Children with serious illnesses and disabilities gain lifelong relationships with student athletes

April 26, 2022

A boy smiling at the camera wearing a Team IMPACT shirt, seated next to two men. There are three red hats on the table in front of them.

For many children with serious illnesses and disabilities, participating in a team setting can be an extreme challenge due to health barriers. Thanks to national nonprofit Team IMPACT, that is changing — one school at a time.

Team IMPACT matches children with serious illness or disabilities with athletic teams across 49 states. The organization has worked with more than 700 schools and more than 65,000 student athletes, including six teams at Quinnipiac: men’s ice hockey, men’s soccer, men’s tennis, men’s baseball and men’s lacrosse.

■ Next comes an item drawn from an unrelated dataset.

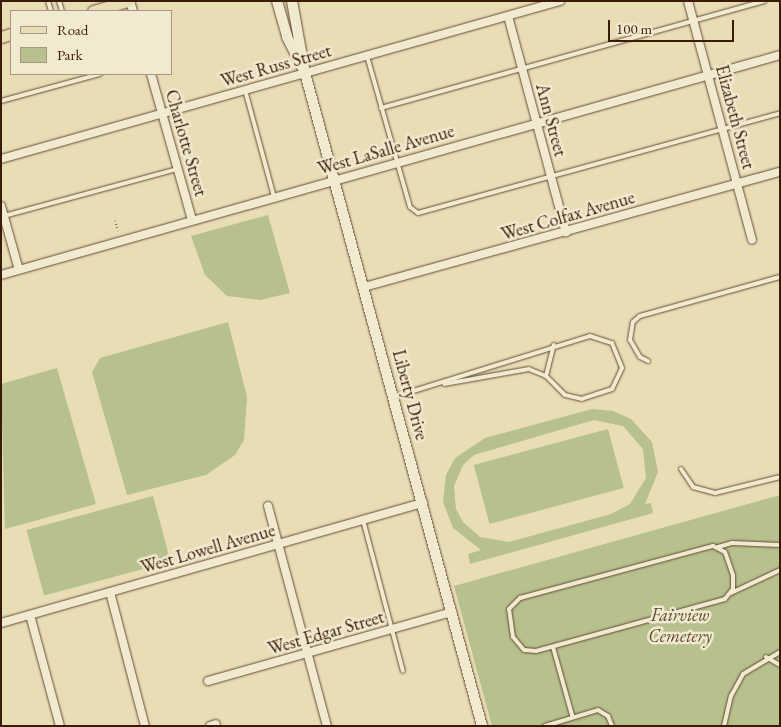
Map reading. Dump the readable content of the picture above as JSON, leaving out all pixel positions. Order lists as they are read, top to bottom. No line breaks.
{"streets":{"street":["West Russ Street","Elizabeth Street","Ann Street","Charlotte Street","West LaSalle Avenue","West Colfax Avenue","Liberty Drive","West Lowell Avenue","West Edgar Street"]},"crossings":[["West Russ Street","Ann Street"],["West Russ Street","Charlotte Street"],["West Russ Street","Liberty Drive"],["Elizabeth Street","West LaSalle Avenue"],["Elizabeth Street","West Colfax Avenue"],["Ann Street","West LaSalle Avenue"],["Ann Street","West Colfax Avenue"],["Charlotte Street","West LaSalle Avenue"],["West LaSalle Avenue","Liberty Drive"],["West Colfax Avenue","Liberty Drive"],["Liberty Drive","West Lowell Avenue"],["Liberty Drive","West Edgar Street"]],"parks":["Fairview Cemetery"],"legend":["Road","Park"],"scale_bar":"100 m"}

Team IMPACT describes the program as a “two-year therapeutic program [which] complements [the children’s] medical treatments, [and helps] develop relationships and skills that help them complete the full circle of healing.”

In 2017, Quinnipiac’s men’s ice hockey team signed Michael Torello. Torello passed away on July 30 — but his legacy with the men’s ice hockey team was far from forgotten.

“Michael stood with the team on the ice every game for the national anthem and would exude excitement each and every time. He loved coming to practices and then engaging with the team after practice and being pushed in his wheelchair on the ice was his favorite,” said Lori Onofrio, men’s and women’s ice hockey administrative assistant.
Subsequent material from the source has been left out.